*** Opening SOURCE DATA ***
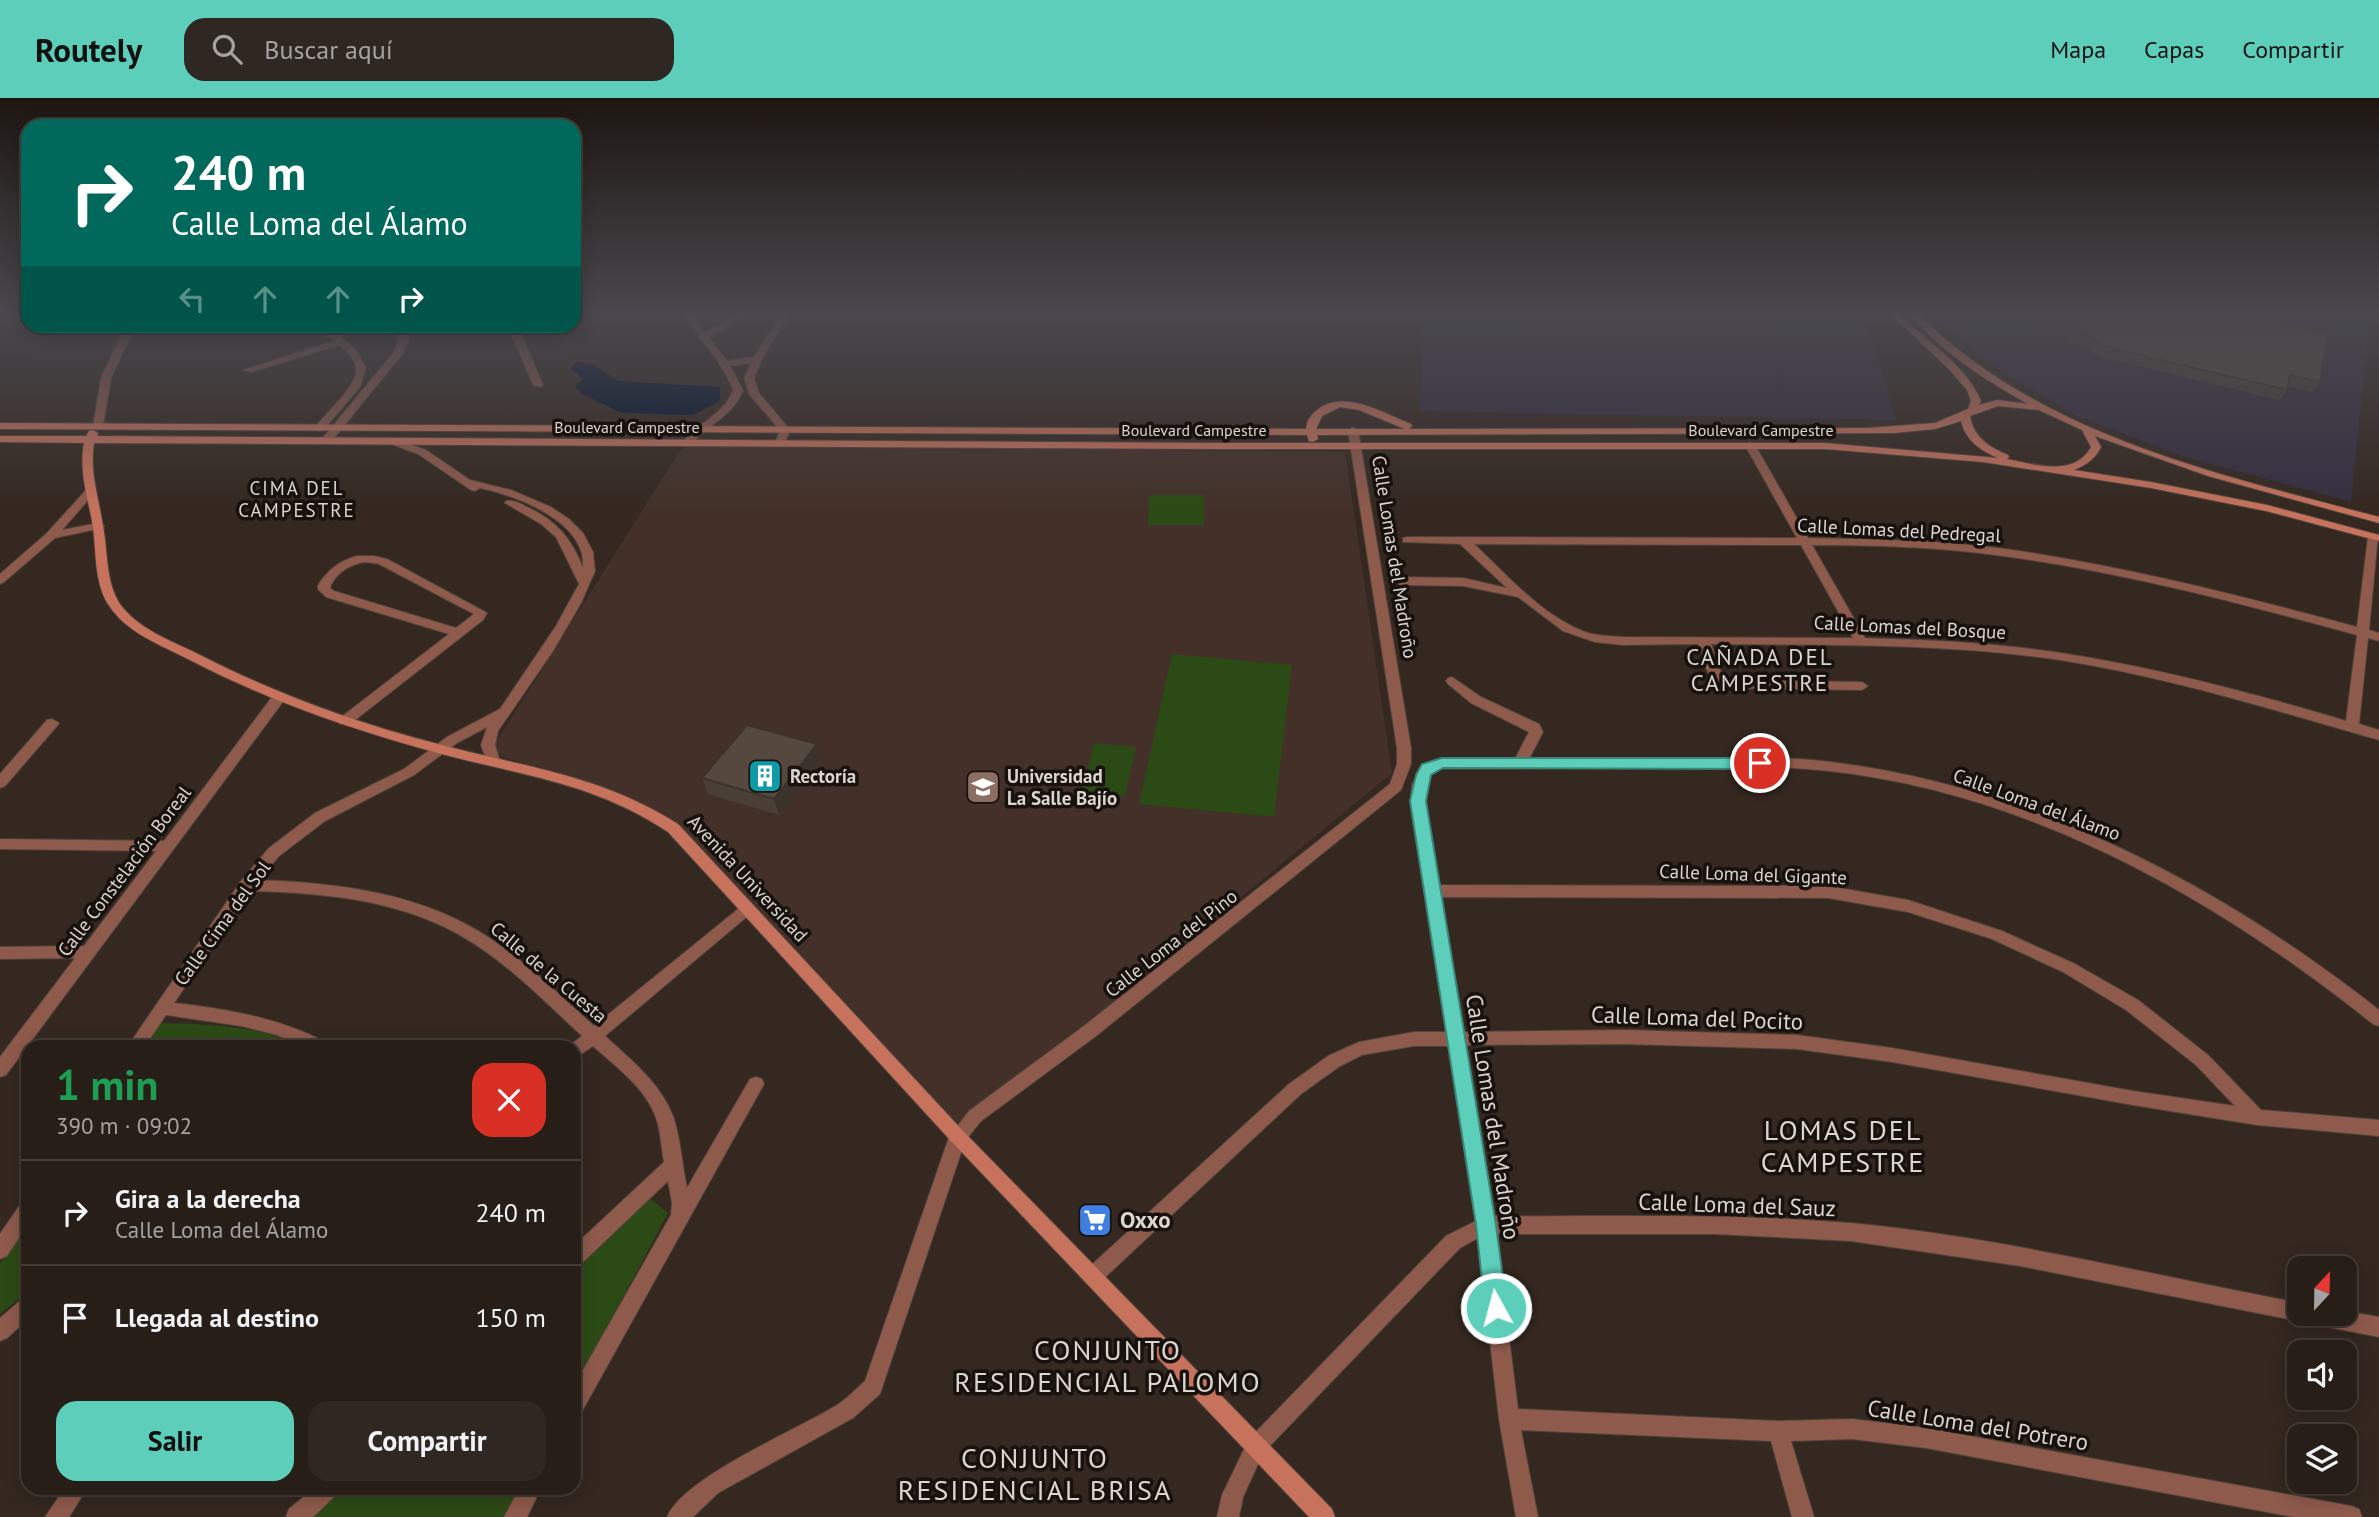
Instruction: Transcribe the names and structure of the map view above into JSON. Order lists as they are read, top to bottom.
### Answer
{
  "streets": {
    "street": [
      "Boulevard Campestre",
      "Calle Lomas del Pedregal",
      "Calle Lomas del Madroño",
      "Calle Lomas del Bosque",
      "Calle Loma del Álamo",
      "Calle Constelación Boreal",
      "Calle Loma del Gigante",
      "Avenida Universidad",
      "Calle Cima del Sol",
      "Calle Loma del Pino",
      "Calle de la Cuesta",
      "Calle Loma del Pocito",
      "Calle Loma del Sauz",
      "Calle Loma del Potrero"
    ]
  },
  "crossings": [
    ["Boulevard Campestre", "Calle Lomas del Madroño"],
    ["Calle Lomas del Pedregal", "Calle Lomas del Bosque"],
    ["Calle Lomas del Madroño", "Calle Loma del Álamo"],
    ["Calle Lomas del Madroño", "Calle Loma del Gigante"],
    ["Calle Lomas del Madroño", "Calle Loma del Pino"],
    ["Calle Lomas del Madroño", "Calle Loma del Pocito"],
    ["Calle Lomas del Madroño", "Calle Loma del Sauz"],
    ["Calle Lomas del Madroño", "Calle Loma del Potrero"],
    ["Calle Constelación Boreal", "Avenida Universidad"],
    ["Calle Loma del Gigante", "Calle Loma del Pocito"],
    ["Avenida Universidad", "Calle Cima del Sol"],
    ["Avenida Universidad", "Calle Loma del Pino"],
    ["Avenida Universidad", "Calle Loma del Pocito"],
    ["Avenida Universidad", "Calle Loma del Sauz"],
    ["Calle Cima del Sol", "Calle de la Cuesta"]
  ],
  "districts": [
    "CIMA DEL CAMPESTRE",
    "CAÑADA DEL CAMPESTRE",
    "LOMAS DEL CAMPESTRE",
    "CONJUNTO RESIDENCIAL PALOMO",
    "CONJUNTO RESIDENCIAL BRISA"
  ],
  "places": {
    "building": ["Rectoría"],
    "school or university": ["Universidad La Salle Bajío"],
    "supermarket": ["Oxxo"]
  },
  "north": "top",
  "page": {
    "header": "Routely",
    "search": "Buscar aquí",
    "nav": ["Mapa", "Capas", "Compartir"],
    "turn": ["240 m", "Calle Loma del Álamo"],
    "heading": ["1 min", "390 m · 09:02"],
    "list": [
      {
        "name": "Gira a la derecha",
        "note": "Calle Loma del Álamo",
        "value": "240 m"
      },
      {
        "name": "Llegada al destino",
        "value": "150 m"
      }
    ],
    "buttons": ["Salir", "Compartir"]
  }
}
*** Closing SOURCE DATA ***
### WORK TASK
Output the entries above exactly, without their pictures.

### ANSWER
Instruction: Transcribe the names and structure of the map view above into JSON. Order lists as they are read, top to bottom.
### Answer
{
  "streets": {
    "street": [
      "Boulevard Campestre",
      "Calle Lomas del Pedregal",
      "Calle Lomas del Madroño",
      "Calle Lomas del Bosque",
      "Calle Loma del Álamo",
      "Calle Constelación Boreal",
      "Calle Loma del Gigante",
      "Avenida Universidad",
      "Calle Cima del Sol",
      "Calle Loma del Pino",
      "Calle de la Cuesta",
      "Calle Loma del Pocito",
      "Calle Loma del Sauz",
      "Calle Loma del Potrero"
    ]
  },
  "crossings": [
    ["Boulevard Campestre", "Calle Lomas del Madroño"],
    ["Calle Lomas del Pedregal", "Calle Lomas del Bosque"],
    ["Calle Lomas del Madroño", "Calle Loma del Álamo"],
    ["Calle Lomas del Madroño", "Calle Loma del Gigante"],
    ["Calle Lomas del Madroño", "Calle Loma del Pino"],
    ["Calle Lomas del Madroño", "Calle Loma del Pocito"],
    ["Calle Lomas del Madroño", "Calle Loma del Sauz"],
    ["Calle Lomas del Madroño", "Calle Loma del Potrero"],
    ["Calle Constelación Boreal", "Avenida Universidad"],
    ["Calle Loma del Gigante", "Calle Loma del Pocito"],
    ["Avenida Universidad", "Calle Cima del Sol"],
    ["Avenida Universidad", "Calle Loma del Pino"],
    ["Avenida Universidad", "Calle Loma del Pocito"],
    ["Avenida Universidad", "Calle Loma del Sauz"],
    ["Calle Cima del Sol", "Calle de la Cuesta"]
  ],
  "districts": [
    "CIMA DEL CAMPESTRE",
    "CAÑADA DEL CAMPESTRE",
    "LOMAS DEL CAMPESTRE",
    "CONJUNTO RESIDENCIAL PALOMO",
    "CONJUNTO RESIDENCIAL BRISA"
  ],
  "places": {
    "building": ["Rectoría"],
    "school or university": ["Universidad La Salle Bajío"],
    "supermarket": ["Oxxo"]
  },
  "north": "top",
  "page": {
    "header": "Routely",
    "search": "Buscar aquí",
    "nav": ["Mapa", "Capas", "Compartir"],
    "turn": ["240 m", "Calle Loma del Álamo"],
    "heading": ["1 min", "390 m · 09:02"],
    "list": [
      {
        "name": "Gira a la derecha",
        "note": "Calle Loma del Álamo",
        "value": "240 m"
      },
      {
        "name": "Llegada al destino",
        "value": "150 m"
      }
    ],
    "buttons": ["Salir", "Compartir"]
  }
}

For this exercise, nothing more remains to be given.